Stéphane Bern a aussi rappelé ce qui a guidé sa mission : faire comprendre que "le patrimoine, c'est évidemment de l'identité sereine, qui n'est pas hystérisée ; c'est vecteur également de développement économique ; c'est de la culture à portée de main, accessible à tous ; c'est de la convivialité aussi dans la ruralité". Il voit d'ailleurs dans la situation du patrimoine un parallèle avec la crise des gilets jaunes. Il existe en effet "un vrai décalage entre ce qui est décidé à Paris et cette ruralité qui se sent abandonnée par la capitale".

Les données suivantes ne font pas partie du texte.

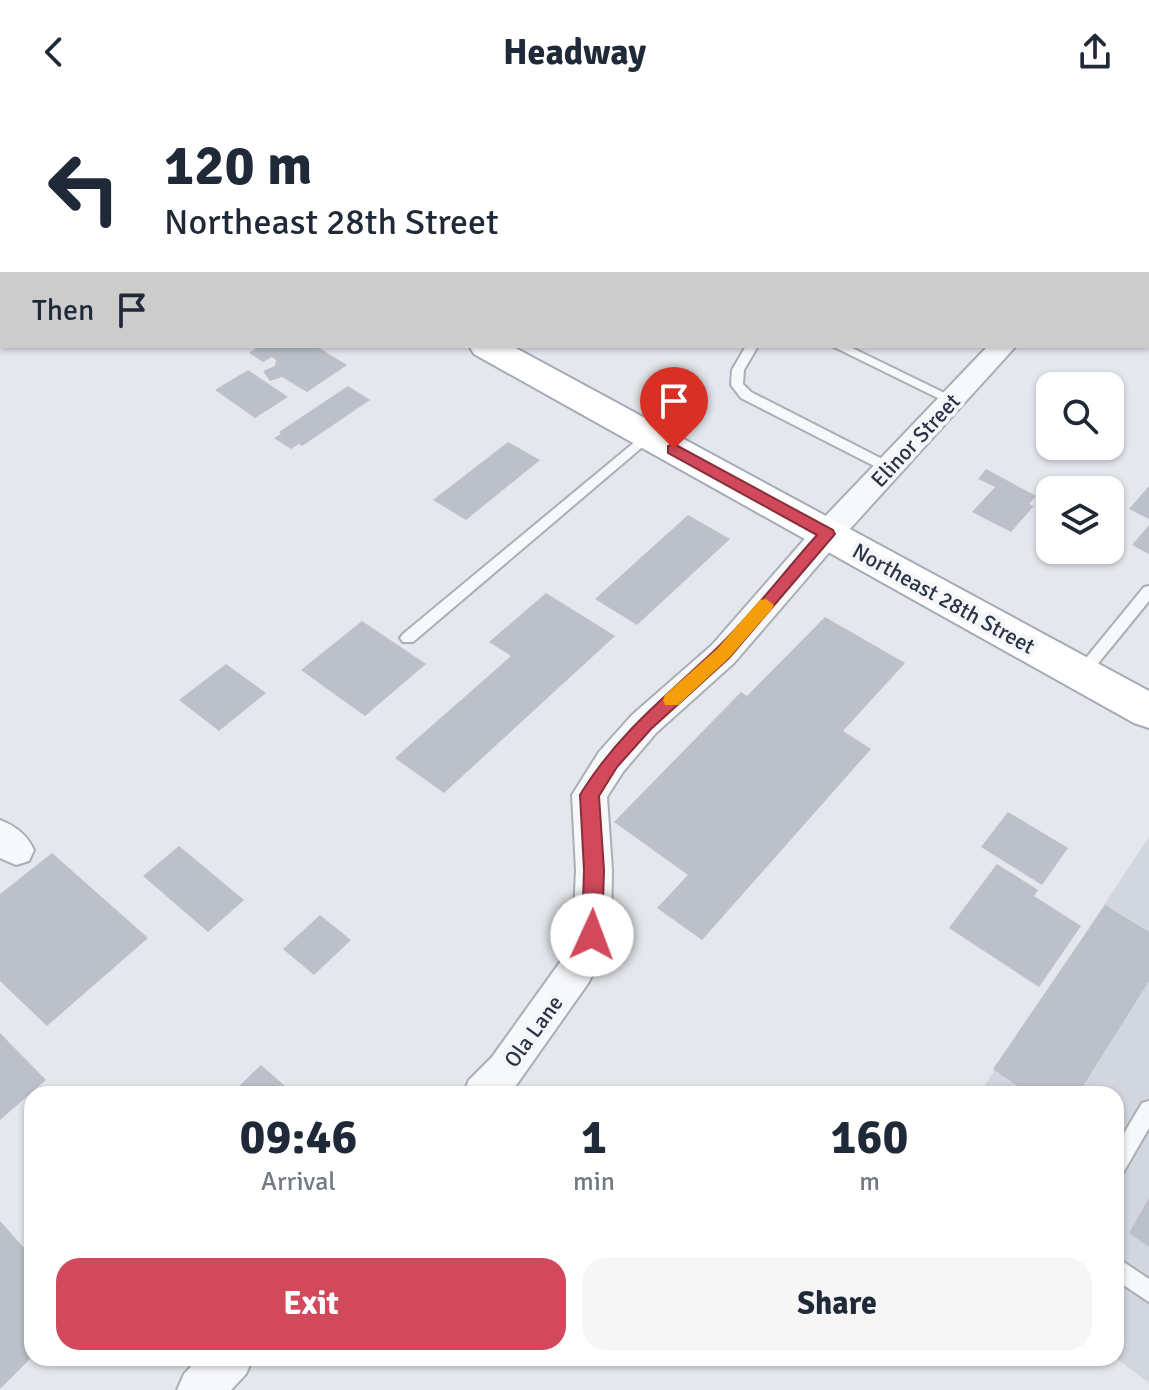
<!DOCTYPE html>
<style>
:root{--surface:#fff;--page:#f6f6f7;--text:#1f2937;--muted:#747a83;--accent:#d1495b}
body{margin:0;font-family:Signika,sans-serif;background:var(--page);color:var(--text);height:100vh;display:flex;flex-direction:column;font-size:30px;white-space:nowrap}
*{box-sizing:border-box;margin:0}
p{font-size:26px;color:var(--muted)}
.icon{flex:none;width:44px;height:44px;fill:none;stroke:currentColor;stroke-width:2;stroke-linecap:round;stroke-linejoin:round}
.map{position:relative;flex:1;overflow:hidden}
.sheet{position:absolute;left:24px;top:982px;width:1100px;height:280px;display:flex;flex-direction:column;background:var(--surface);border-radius:24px;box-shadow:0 2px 6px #0004}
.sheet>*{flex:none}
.guide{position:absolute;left:0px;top:0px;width:1150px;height:244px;box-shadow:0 2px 6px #0004;background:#fff;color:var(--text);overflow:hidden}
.buttons{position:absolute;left:1036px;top:268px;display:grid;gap:16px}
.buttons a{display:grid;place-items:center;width:88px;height:88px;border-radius:16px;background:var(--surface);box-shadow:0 2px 6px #0004;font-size:40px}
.pin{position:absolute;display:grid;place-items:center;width:68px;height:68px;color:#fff;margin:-82px -34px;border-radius:50% 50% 50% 0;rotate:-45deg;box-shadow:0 0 8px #0007}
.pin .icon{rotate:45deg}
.me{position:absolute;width:88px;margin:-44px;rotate:2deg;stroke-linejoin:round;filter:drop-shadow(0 0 6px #0008)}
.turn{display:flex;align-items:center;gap:28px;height:168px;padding:0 32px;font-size:36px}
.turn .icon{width:104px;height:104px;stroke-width:2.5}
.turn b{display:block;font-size:56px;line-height:68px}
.then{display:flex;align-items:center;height:76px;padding:0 32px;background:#0003;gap:16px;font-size:30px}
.eta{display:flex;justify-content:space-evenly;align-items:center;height:136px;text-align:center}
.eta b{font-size:48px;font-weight:800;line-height:56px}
.action{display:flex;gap:16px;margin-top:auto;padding:16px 32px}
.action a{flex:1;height:92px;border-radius:24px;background:var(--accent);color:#fff;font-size:32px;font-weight:800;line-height:92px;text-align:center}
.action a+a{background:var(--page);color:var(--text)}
header{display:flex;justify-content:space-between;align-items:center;height:104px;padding:0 32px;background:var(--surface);font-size:36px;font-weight:800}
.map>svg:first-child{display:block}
</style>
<header><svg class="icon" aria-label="back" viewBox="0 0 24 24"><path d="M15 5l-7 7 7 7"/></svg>Headway<svg class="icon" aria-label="share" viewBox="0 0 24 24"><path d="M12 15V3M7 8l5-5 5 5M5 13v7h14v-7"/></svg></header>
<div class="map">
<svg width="1149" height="1286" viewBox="0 0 1149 1286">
<rect width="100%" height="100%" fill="#e4e7ec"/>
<path fill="#d2d6de" d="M 1149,733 L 1149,1279 L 1116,1254 L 1116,990 L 979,990 Z"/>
<path fill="#bbc0ca" d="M 259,242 L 316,242 L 347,261 L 307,288 L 282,273 L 270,277 L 263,267 L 275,262 L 276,256 L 272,253 L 263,258 L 249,249 Z
M 248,266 L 288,293 L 255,314 L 215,286 Z
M 348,282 L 370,296 L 302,342 L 299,340 L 291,345 L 274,334 L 281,330 L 279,328 Z
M 508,338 L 540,356 L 466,416 L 433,396 Z
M 986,365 L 1036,392 L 1029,400 L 1034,402 L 1011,428 L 972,408 L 995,383 L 978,375 Z
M 1149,382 L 1149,415 L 1129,405 Z
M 688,411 L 730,435 L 637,521 L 595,495 Z
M 1149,421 L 1149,450 L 1132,441 Z
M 546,489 L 615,532 L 444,689 L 395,654 L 511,552 L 489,538 Z
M 825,513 L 905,559 L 843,627 L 871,645 L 702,836 L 657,804 L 688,771 L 614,718 L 741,588 L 747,592 Z
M 362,517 L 426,560 L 365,612 L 301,566 Z
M 226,560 L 266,589 L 219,627 L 179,596 Z
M 1008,708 L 1068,744 L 1042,781 L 981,743 Z
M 179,742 L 244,796 L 208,828 L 143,772 Z
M 52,749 L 148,834 L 47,922 L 0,877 L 0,790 Z
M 997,760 L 1038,786 L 1034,792 L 1081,822 L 1039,883 L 949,824 Z
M 1105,801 L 1149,828 L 1149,877 L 1078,990 L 1029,990 L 993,965 Z
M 320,811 L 351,836 L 314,871 L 283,845 Z
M 0,929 L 46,976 L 0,1016 Z
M 261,961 L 294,990 L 231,990 Z
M 1149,1094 L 1149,1143 L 1129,1129 Z
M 0,1117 L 32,1153 L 32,1253 L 0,1285 Z"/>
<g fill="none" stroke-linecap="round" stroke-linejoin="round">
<defs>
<path id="service" d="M 0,14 L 2,14 L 0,21 Z
M 2,188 L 2,196 L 0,197 L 0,189 Z
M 746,242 L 758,242 L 744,266 L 743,280 L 751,288 L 894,361 L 894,367 L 884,367 L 741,294 L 731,281 L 732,266 Z
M 832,242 L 848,242 L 959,296 L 953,300 L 948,299 Z
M 648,327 L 655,331 L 653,334 L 413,538 L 403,538 L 400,534 L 403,530 Z
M 1149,482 L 1149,497 L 1087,573 L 1077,573 L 1074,569 L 1077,565 L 1144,483 Z
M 1149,997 L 1149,1024 L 1123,1069 L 1116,1072 L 1116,1043 L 1142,999 Z
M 1116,1153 L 1149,1175 L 1149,1198 L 1116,1176 Z"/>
<path id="minor" d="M 499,0 L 524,0 L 498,2 Z
M 813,0 L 836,0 L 812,2 Z
M 1149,83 L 1149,98 L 1148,98 L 1148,83 Z
M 988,242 L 1016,242 L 838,438 L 734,559 L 656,629 L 623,668 L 607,693 L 612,766 L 611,831 L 589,878 L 510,990 L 463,990 L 469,976 L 492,953 L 563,854 L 573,831 L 576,766 L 572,691 L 599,648 L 632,611 L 712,541 L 816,422 Z
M 0,716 C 16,722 27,731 34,746 L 29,757 L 16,761 L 0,754 Z
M 199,1254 L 253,1254 L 246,1270 L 231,1286 L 177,1286 L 184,1270 Z"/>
<path id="primary" d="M 32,0 L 63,0 L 64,2 L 33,2 Z
M 469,242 L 512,242 L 1149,587 L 1149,624 L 1134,619 L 474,250 Z"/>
</defs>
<use href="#service" stroke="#a9aeb7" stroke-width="4"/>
<use href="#minor" stroke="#a9aeb7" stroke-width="4"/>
<use href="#primary" stroke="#a3abb8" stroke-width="4"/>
<use href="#service" fill="#f7f8fa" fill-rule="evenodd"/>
<use href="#minor" fill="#f7f8fa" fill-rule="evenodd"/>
<use href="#primary" fill="#fff" fill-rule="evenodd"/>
</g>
<path fill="#d1495b" stroke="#882f3b" stroke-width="2" d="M 674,340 L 833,426 L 835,430 L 729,554 L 651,625 L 617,663 L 599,692 L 604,766 L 602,831 L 599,837 L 592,840 L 585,837 L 582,831 L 584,766 L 580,691 L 583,686 C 620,628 665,593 714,547 C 751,512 783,469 817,431 L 668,349 L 668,342 Z"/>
<path fill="#f59e0b" d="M 766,495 L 774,501 L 772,505 L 729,554 L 678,601 L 665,601 L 663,596 L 665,591 L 717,545 L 760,496 Z"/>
<g text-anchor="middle" stroke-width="8" stroke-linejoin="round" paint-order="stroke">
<g font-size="22" fill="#2b3445" stroke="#f4f6f9">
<text transform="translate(915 336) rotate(-47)" y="8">Elinor Street</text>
<text transform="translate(944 494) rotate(29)" y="8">Northeast 28th Street</text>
<text transform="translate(533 927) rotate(-54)" y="8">Ola Lane</text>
</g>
</g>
</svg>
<div class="buttons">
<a><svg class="icon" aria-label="search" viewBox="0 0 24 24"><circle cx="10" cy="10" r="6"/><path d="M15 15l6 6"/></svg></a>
<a><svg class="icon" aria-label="layers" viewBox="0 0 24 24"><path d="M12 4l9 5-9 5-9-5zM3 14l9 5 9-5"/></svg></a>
</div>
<div class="pin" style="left:674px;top:345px;background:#d93025"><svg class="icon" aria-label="arrive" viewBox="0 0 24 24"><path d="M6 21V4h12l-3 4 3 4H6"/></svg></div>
<svg class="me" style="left:592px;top:831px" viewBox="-20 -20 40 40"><circle r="19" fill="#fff"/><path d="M0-13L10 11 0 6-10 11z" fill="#d1495b"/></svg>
<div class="guide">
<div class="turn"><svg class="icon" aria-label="left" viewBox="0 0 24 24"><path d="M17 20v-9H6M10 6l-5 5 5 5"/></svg><div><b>120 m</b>Northeast 28th Street</div></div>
<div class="then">Then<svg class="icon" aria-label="arrive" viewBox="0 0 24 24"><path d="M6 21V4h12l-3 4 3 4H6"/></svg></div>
</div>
<section class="sheet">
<div class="eta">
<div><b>09:46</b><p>Arrival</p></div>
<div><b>1</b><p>min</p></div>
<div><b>160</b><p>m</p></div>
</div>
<div class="action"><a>Exit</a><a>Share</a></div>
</section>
</div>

Stéphane Bern a pris comme exemple le cas du Grand Palais : "Je pense qu'il faut faire des travaux sur le Grand Palais, mais quand vous entendez qu'on est à 522 millions d'euros dépensés sur le Grand Palais, et qu'on me demande d'aller sur les routes de France pour trouver 20 millions d'euros pour les églises, les bras m'en tombent. Au bout d'un moment, c'est le tonneau des Danaïdes, j'essaye d'écoper un bateau qui prend l'eau avec une cuillère à soupe. Et c'est mal ressenti dans les territoires", même si la question du patrimoine a été assez peu présente sur les ronds-points.

"Secouer le cocotier"

L'animateur est également revenu sur la complexité des procédures et les inégalités entre communes : "L'ingénierie administrative fait parfois défaut aux maires des petites communes : c'est compliqué pour un maire d'une commune de 100, 200, 300 habitants d'avoir cette ingénierie qui lui permet de présenter des dossiers de demande de subventions ; ça prend du temps, c'est complexe. C'est la raison pour laquelle on a eu l'idée, avec la fondation du Patrimoine, d'une plateforme participative toute simple." Celle-ci a recueilli plus de 2.000 signalements de monuments ou sites en péril, émanant notamment de particuliers.

À propos de ses relations avec les services du ministère de la Culture, il n'a pas caché l'existence de tensions, reconnaissant qu'"au début ça a été difficile, parce que les Drac ont peut-être vécu ça comme une intervention intempestive de ma part, de vouloir me substituer à la puissance publique". Conséquence : les Drac ont fait de la "rétention de dossiers" dans un premiers temps, mais Stéphane Bern aurait "un peu secoué le cocotier et puis les choses se sont un peu détendues".

L'intéressé a également indiqué avoir "découvert - c'est un dysfonctionnement de notre système -, qu'il y a énormément de monuments qui étaient passés sous le radar des ABF [Architectes des bâtiments de France, ndlr], à qui on a en plus voulu rogner les griffes à cause de la loi Elan". Stéphane Bern juge "très inquiétant, de voir que beaucoup de monuments n'apparaissent pas dans les rapports. Je pense que c'est lié aux problèmes d'ingénierie administrative des petites communes : au travers d'AMO [assistance à maîtrise d'ouvrage, ndlr], on les aiderait davantage à faire tous ces lourds dossiers".